The United States Department of Labor (“DOL”) recently issued an official Opinion Letter clarifying the federal regulations regarding an employer’s obligation to designate leave as FMLA-qualifying once it has obtained sufficient information to determine that the leave qualifies as FMLA leave.
Various provision in the FMLA regulations require an employer to designate employee leaves as “FMLA”-qualifying leave whenever the employer has determined that the leave is being (or has been) taken for one or more of the reasons covered by the FMLA. See, e.g., Sections 825.127(a)(4) and 825.300(d)(1) (“When the employer has enough information to determine whether the leave is being taken for a FMLA-qualifying reason (e.g., after receiving a certification), the employer must notify the employee whether the leave will be designated and will be counted as FMLA leave.”)
Some employers have voluntarily permitted employees to exhaust some or all available paid sick (or other) leave prior to designating leave as FMLA-qualifying, even when the leave is clearly FMLA-qualifying. Similarly, some employees wish to decline requesting or taking FMLA leave—either because they would like to use other available leave and “save” FMLA leave, or because they do not want to make the effort to obtain a required medical certification, or for other reasons. The DOL Opinion Letter makes clear that neither of those options is permissible under the FMLA: “Once an employee communicates a need to take leave for an FMLA-qualifying reason, neither the employee nor the employer may decline FMLA protection for that leave.”
Can An Employer Provide Additional FMLA Leave?
No. An employer may provide leave in addition to FMLA leave, but not additional FMLA leave. Sound confusing? Under Section 825.700(a) of the federal regulations, an employer “must observe any employment benefit program or plan that provides greater family or medical leave rights to employees than the rights established by the FMLA.” However, any additional leave should not be characterized as “FMLA” leave according to the DOL Opinion Letter: “An employer may not . . . designate more than 12 weeks of leave (or 26 weeks of military caregiver leave) as FMLA leave.” As a result, any leave beyond the 12 weeks (or 26 weeks) is in addition to FMLA leave. Any paid leave to which the employee is entitled that also qualifies as FMLA leave must run “concurrently” with unpaid FMLA leave under Section 825.207(a), not consecutively.
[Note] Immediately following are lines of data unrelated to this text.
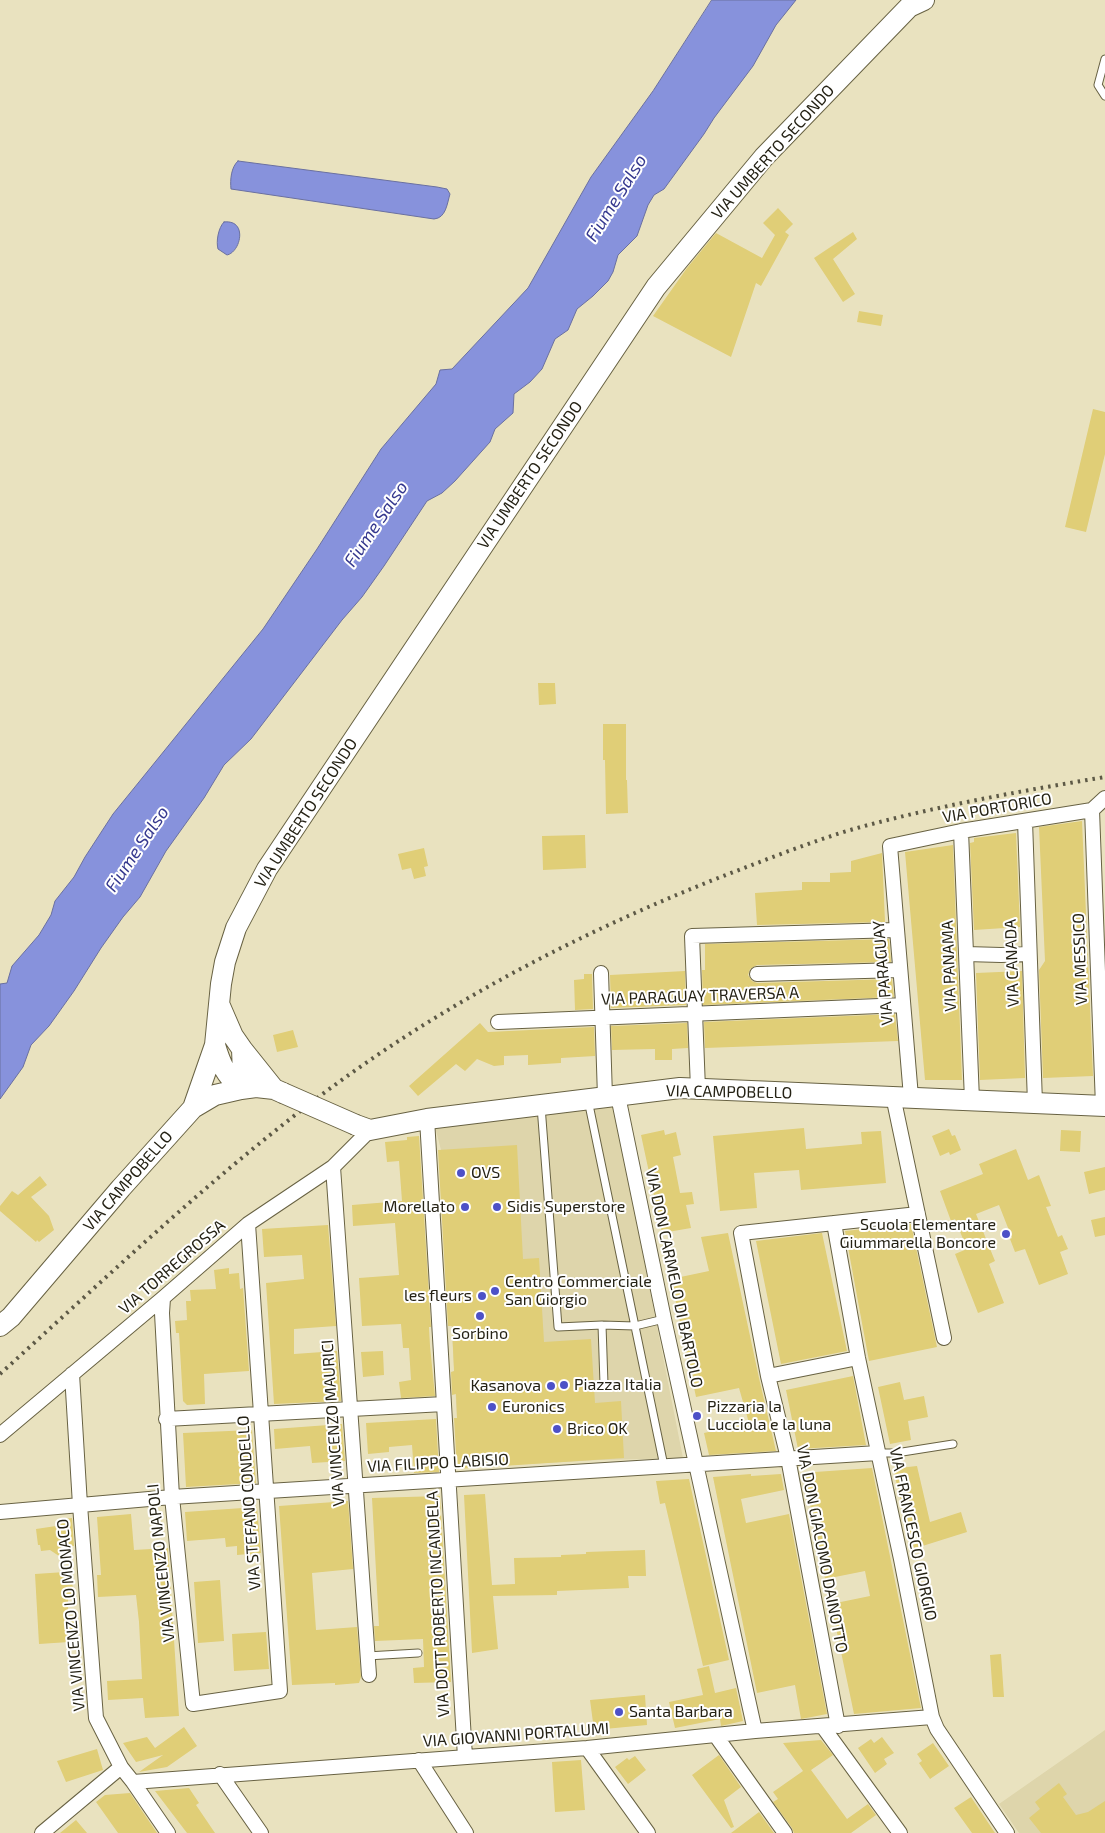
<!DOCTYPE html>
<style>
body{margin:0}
canvas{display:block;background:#e9e2bf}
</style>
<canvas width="1105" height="1833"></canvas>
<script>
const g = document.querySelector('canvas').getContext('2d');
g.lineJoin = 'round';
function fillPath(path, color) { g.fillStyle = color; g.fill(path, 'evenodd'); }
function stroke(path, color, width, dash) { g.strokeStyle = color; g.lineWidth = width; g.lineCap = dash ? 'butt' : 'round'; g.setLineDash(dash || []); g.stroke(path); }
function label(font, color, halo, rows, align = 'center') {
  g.font = font + ' "Exo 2",sans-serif'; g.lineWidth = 4; g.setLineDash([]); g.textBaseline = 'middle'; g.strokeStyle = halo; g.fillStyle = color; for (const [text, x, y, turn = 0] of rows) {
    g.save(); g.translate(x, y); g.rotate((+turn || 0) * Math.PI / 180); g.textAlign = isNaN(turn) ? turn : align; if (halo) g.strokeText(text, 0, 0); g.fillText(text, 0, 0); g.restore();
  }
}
const built = new Path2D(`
 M612,1099L683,1458L599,1460L460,1468L441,1150L434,1123Z
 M1105,1730V1833H1019L999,1804Z`);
const water = new Path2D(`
 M712,0H796L776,25L753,66L714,118L704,134L664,189L654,195L648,205L637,236L618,255L613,272L608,281L593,296L577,309L568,330L555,339L542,369L530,382L514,394L513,413L495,429L490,442L455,481L442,493L427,501L384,566L362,597L342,620L251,739L224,765L204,798L166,851L140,897L123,917L101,948L74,991L49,1026L31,1045L23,1067L0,1099V984L7,983L12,966L39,935L51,915L55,901L74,877L85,857L113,814L263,629L317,549L381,449L436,384L440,370L452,369L528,288L591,177L653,91Z
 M238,161L437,187L447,189L450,194C447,204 446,218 434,219L231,189C230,180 231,167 238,161Z
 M224,222C248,219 241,252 227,255L218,249C216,242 218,228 224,222Z`);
const building = new Path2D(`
 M778,208L793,224L785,232L789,235L761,286L756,283L731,357L653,316L687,268L716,233L762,258L775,235L763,223Z
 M853,232L857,239L833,259L855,294L843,302L814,258Z
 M859,311L883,315L881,326L857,322Z
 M1093,409L1105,412V454L1086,532L1065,527Z
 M538,683H555L556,704L539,705Z
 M603,724H626V780H627L628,813L606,814L605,760H603Z
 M1082,821L1093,1076L1043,1078L1039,970L1045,961L1039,827Z
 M1016,833L1020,927L974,930L970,843L974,842V838Z
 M585,835L586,868L543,870L542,836Z
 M953,845L962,1080H925L905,852Z
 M424,848L428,866L424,867L426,876L414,879L411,868L402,870L398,854Z
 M882,853L885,922L757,925L755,893L802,890V882H830V873L851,872V861Z
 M889,939L891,962L757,965L750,969L748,975L752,981L757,983L892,979L894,997L703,1005L702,970H705V944Z
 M685,971L686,1005L611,1008L610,975Z
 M1022,971L1025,1078L980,1080L976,973Z
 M584,974H592L593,1009L575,1010L574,980L584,979Z
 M895,1014L898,1041L705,1048L704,1022Z
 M480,1023L488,1032L594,1027L595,1056L561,1058V1063L528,1065V1055L504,1056V1065L494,1066L477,1059L465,1071L456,1064L418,1096L409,1086Z
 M687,1023L688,1048L672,1049V1060H655V1049L612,1050L611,1026Z
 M293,1030L298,1047L277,1052L273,1035Z
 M804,1128L806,1149L862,1144L861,1132L881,1131L886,1183L801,1190L799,1170L754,1173L757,1208L720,1211L713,1136Z
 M949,1129L952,1136L955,1135L961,1150L950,1155L949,1152L940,1156L932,1136Z
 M664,1130L665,1135L676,1132L681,1155L673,1157L680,1193L692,1192L694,1204L686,1205L691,1228L662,1233L641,1135Z
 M1061,1130L1081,1131L1080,1152L1060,1151Z
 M419,1136L431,1327H429L430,1346L435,1396L401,1398L399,1382L411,1380L409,1348H403L401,1324L362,1326L359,1278L399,1275L395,1223L353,1226L352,1205L402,1201L399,1161L387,1162L385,1142L407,1140V1137Z
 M517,1145L523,1259L539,1258L544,1342L591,1339L595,1403L621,1401L624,1458L457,1469L454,1418H457L456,1394L452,1395L451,1372L454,1371L452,1326H448L438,1150Z
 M1016,1149L1028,1180L1039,1175L1051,1206L1046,1207L1058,1237L1062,1235L1068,1249L1060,1252L1068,1274L1039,1285L1025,1249L1015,1252L1010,1239L1012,1238L999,1205L976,1214L995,1261L989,1264L1004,1303L978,1313L955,1254L967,1249L955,1219L951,1221L940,1191L983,1174L979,1164Z
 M1105,1167V1190L1089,1194L1084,1172Z
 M40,1176L47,1185L31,1197L49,1216L54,1230L39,1242L37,1240L36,1242L0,1211V1206L12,1191L18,1195Z
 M1105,1217V1235L1095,1237L1091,1220Z
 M911,1224L937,1347L869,1361L845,1231Z
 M328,1225L336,1326L294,1329V1354L337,1351L341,1401L274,1404L266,1283L304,1279L302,1255L264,1257L262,1229Z
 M728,1233L759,1378L776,1451L709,1455L704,1433L749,1423L739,1388L696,1397L671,1279L709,1271L701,1237Z
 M822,1233L847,1351L781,1364L756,1241Z
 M229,1268V1274L239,1273L240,1289L243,1288L249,1371L204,1374L205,1404L187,1405L183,1401L179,1333H176L175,1321L187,1320L186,1301H191L190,1290L216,1289L214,1270Z
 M383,1351L384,1375L363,1377L361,1352Z
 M853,1376L866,1445L798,1449L786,1390Z
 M900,1382L904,1400L924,1396L928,1417L908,1421L911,1440L890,1444L878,1387Z
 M436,1419L439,1472L414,1473L412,1445L389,1447V1452L368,1454L366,1423Z
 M342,1424L345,1461L312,1463L310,1446L275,1449L274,1429Z
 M252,1430L256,1483L186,1487L183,1433Z
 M917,1466L930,1522L961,1512L967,1532L913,1549L894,1473L899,1468Z
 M872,1468L921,1708L854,1714L831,1604L870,1596L865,1571L825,1579L804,1474L815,1472Z
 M751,1474V1476L781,1474L784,1490L741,1499L746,1523L789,1514L827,1714L801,1719L795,1685L757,1693L713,1477Z
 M689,1479L729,1660L703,1666L665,1503L660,1504L656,1481Z
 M485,1494L492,1585L515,1584L514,1558L561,1557V1555L586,1554V1552L645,1550L646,1576H628L629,1588L557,1591V1595L493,1596L498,1649L472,1653L464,1495Z
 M440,1496L451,1682L414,1683L413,1668L424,1667L423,1639L375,1641L374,1626H379L372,1498Z
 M348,1501L353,1569L312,1573L316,1630L357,1627L361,1677L359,1683L335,1685V1683L292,1685L279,1506Z
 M257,1507L261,1553L237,1555V1546L226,1547L225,1538L187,1541L185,1512Z
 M131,1514L134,1550L168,1548L179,1716L145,1718L143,1698L108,1700L107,1681L142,1679L139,1622L136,1595L98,1597L97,1575H101L97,1517Z
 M72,1518L74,1546H61L59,1556L50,1550L41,1551L40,1545H38L36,1529L56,1526V1520Z
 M65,1572V1575H72L73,1596H68V1617H75L76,1638H68L69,1642L39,1644L35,1574Z
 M220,1580L224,1641L198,1643L194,1582Z
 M266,1632L269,1669L234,1671L232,1634Z
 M1001,1654L1004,1697H993L990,1655Z
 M709,1666L715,1693L736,1688L743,1721L721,1726L720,1719L675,1728L669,1702L703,1695L697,1669Z
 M645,1695L647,1725L594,1730L590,1700Z
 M184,1727L197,1746L167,1767L139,1772L163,1755L136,1762L123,1743L147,1737L155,1748Z
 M882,1737L894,1753L884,1759L887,1764L875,1773L858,1748L871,1739L874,1743Z
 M821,1740L833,1755L811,1770L847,1819L868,1804L876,1815L851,1833H794L792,1828L773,1802L778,1799L773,1792L803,1771L783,1743Z
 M933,1743L949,1766L930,1779L919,1763L922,1761L917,1754Z
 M97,1749L103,1770L66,1782L57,1761Z
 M719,1755L741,1787L724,1800L734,1827L731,1828L692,1775Z
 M635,1756L646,1770L628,1784L615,1767L627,1758L629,1760Z
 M581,1760L585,1810L555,1812L552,1762Z
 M1059,1783L1067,1794L1063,1797L1076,1815L1088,1812L1105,1801V1833H1041L1029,1818L1040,1809L1035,1802Z
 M189,1788L199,1803L196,1805L215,1833H187L155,1791Z
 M130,1793L157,1833H118L96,1802L105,1795Z
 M971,1797L995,1833H972L954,1808Z
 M759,1812L774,1833H731Z
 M76,1820L87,1833H60Z`);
const service = new Path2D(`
 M1105,59L1098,85L1105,96
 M588,1100L664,1466
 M541,1106L558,1327L602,1325
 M604,1384L602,1325L635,1326L664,1319
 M878,1453H896L953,1444
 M367,1656L418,1653`);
const minor = new Path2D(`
 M1092,810L1103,1106
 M1025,821L1035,1103
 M961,831L972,1100
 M966,954L1001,955L1029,954
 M601,973L605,1097
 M757,974L900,970
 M498,1022L903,1005
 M698,1089L692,936L897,930
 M618,1096L664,1319L755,1731
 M893,1096L944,1338
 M911,1097L890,846L961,831L1092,810L1105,798
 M427,1119L465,1757
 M333,1167L369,1675
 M834,1223L858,1358L901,1559L932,1717L937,1729L1007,1833
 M163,1298L162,1313L172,1497L193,1704L280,1691L248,1224
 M72,1374L80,1505L96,1718L121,1767L133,1782L168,1833
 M768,1376L858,1358
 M166,1419L444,1404
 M0,1435L163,1298L248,1224L333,1167L370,1130
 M0,1512L172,1497L878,1453
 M838,1726L788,1458L768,1376L741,1233L918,1214
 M823,1727L900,1833
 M716,1736L785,1833
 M587,1748L648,1833
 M419,1760L466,1833
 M220,1774L261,1833
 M133,1782L587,1748L755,1731L932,1717
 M42,1833L121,1767`);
const secondary = new Path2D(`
 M220,1006L233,1036L242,1049L243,1074L241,1089
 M215,1045C221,1065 225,1074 241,1089
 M242,1049L274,1089
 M193,1108L215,1045L221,984L225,962L236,928L267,869L656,287L764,157L909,7L924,0
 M356,1125L370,1130L427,1119L680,1088L1105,1106
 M0,1326L11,1317L121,1188L193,1108L215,1095L241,1089L256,1087L274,1089L283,1093`);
const rail = new Path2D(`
 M0,1374C105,1279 207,1181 320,1096C449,999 594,925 744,868C786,852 829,835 872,824C948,804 1027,790 1105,777`);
const secondaryBridge = new Path2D(`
 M283,1093L356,1125`);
const markers = [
 [461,1173,5,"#4d51c7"],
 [465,1207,5,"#4d51c7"],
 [497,1207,5,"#4d51c7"],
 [1006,1234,5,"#4d51c7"],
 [495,1291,5,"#4d51c7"],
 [482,1296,5,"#4d51c7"],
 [480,1316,5,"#4d51c7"],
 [564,1385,5,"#4d51c7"],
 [551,1386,5,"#4d51c7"],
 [492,1407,5,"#4d51c7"],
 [697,1416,5,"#4d51c7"],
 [557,1429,5,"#4d51c7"],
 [619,1712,5,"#4d51c7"]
];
const streetNames = [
 ["VIA UMBERTO SECONDO",773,152,-48],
 ["VIA UMBERTO SECONDO",530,475,-56],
 ["VIA PORTORICO",997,808,-10],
 ["VIA UMBERTO SECONDO",306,813,-57],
 ["VIA MESSICO",1080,959,-92],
 ["VIA CANADA",1012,963,-92],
 ["VIA PANAMA",949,966,-92],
 ["VIA PARAGUAY",883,973,-95],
 ["VIA PARAGUAY TRAVERSA A",700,996,-2],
 ["VIA CAMPOBELLO",729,1092,1],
 ["VIA CAMPOBELLO",128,1181,-49],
 ["VIA TORREGROSSA",172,1267,-41],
 ["VIA DON CARMELO DI BARTOLO",674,1278,78],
 ["VIA VINCENZO MAURICI",333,1423,-94],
 ["VIA FILIPPO LABISIO",438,1463,-3],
 ["VIA STEFANO CONDELLO",249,1503,-94],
 ["VIA FRANCESCO GIORGIO",913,1534,78],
 ["VIA DON GIACOMO DAINOTTO",822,1549,79],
 ["VIA VINCENZO NAPOLI",161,1563,-96],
 ["VIA DOTT ROBERTO INCANDELA",438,1604,-93],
 ["VIA VINCENZO LO MONACO",71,1615,-95],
 ["VIA GIOVANNI PORTALUMI",516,1735,-4]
];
const poiNames = [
 ["OVS",471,1173],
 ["Morellato",455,1207,"right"],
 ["Sidis Superstore",507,1207],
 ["Scuola Elementare",996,1225,"right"],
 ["Giummarella Boncore",996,1243,"right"],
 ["Centro Commerciale",505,1282],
 ["San Giorgio",505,1300],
 ["les fleurs",472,1296,"right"],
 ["Sorbino",480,1334,"center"],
 ["Piazza Italia",574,1385],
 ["Kasanova",541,1386,"right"],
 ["Euronics",502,1407],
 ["Pizzaria la",707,1407],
 ["Lucciola e la luna",707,1425],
 ["Brico OK",567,1429],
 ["Santa Barbara",629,1712]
];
const waterNames = [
 ["Fiume Salso",616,198,-58],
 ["Fiume Salso",376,524,-56],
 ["Fiume Salso",137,849,-56]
];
fillPath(built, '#ded5ab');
fillPath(water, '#8792dc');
stroke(water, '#6a70a0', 1);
fillPath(building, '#e0ce77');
stroke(service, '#686243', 9);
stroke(minor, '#686243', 16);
stroke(secondary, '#686243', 22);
stroke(service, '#fff', 7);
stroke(minor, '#fff', 14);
stroke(secondary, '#fff', 20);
stroke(rail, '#5d5946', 4, [2.5, 5]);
stroke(secondaryBridge, '#686243', 22, []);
stroke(secondaryBridge, '#fff', 20);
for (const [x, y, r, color] of markers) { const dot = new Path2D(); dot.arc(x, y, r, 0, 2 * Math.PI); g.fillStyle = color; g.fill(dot); stroke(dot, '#fff', 2); }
label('16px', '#252215', '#fff', streetNames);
label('16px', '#252215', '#fff', poiNames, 'left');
label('italic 18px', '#35388e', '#fff', waterNames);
</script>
Do Unions Represent Your Employees?
The DOL Opinion Letter has significant implications for unionized employers: Some labor organizations have relied upon the language in Section 825.700(a) to propose the inclusion of collective bargaining agreements provisions that provide greater than 12 weeks of FMLA leave for an employee with a serious health condition. For example, they have proposed that an employee may first use up to six (6) weeks of available paid sick leave at the start of a leave after childbirth, and then have the employer begin counting the employee’s 12-week FMLA entitlement period after the six weeks has passed. The unions have successfully convinced many employers to include collective bargaining agreements provisions that in effect require the employer to delay designating leave as FMLA-qualifying leave when it clearly qualifies as FMLA leave. Based upon the DOL Opinion Letter, such provisions are plainly in violation of the federal regulations and the DOL’s official position. The first 12 weeks must be counted as FMLA leave if it qualifies as FMLA leave. Employees are not permitted to “save” FMLA leave for future use and employers must always designate FMLA leave once they are certain that the leave is FMLA-qualifying.
Conflicting Court Opinion
The DOL’s Opinion Letter conflicts with a 2014 decision by the 9th U.S. Circuit Court of Appeals, Escriba v. Foster Poultry Farms Inc., which held that an employee may decline to have FMLA leave designated even if the reason for the leave qualifies for such job-protected time off (i.e., employees may use other available leave and “save” FMLA leave). The 9th Circuit includes Alaska, Arizona, California, Hawaii, Idaho, Montana, Nevada, Oregon and Washington. Employers in those states should seek legal advice as to how to handle the conflict, but the DOL Opinion Letter may give employers in those states a defense if they follow the DOL rule.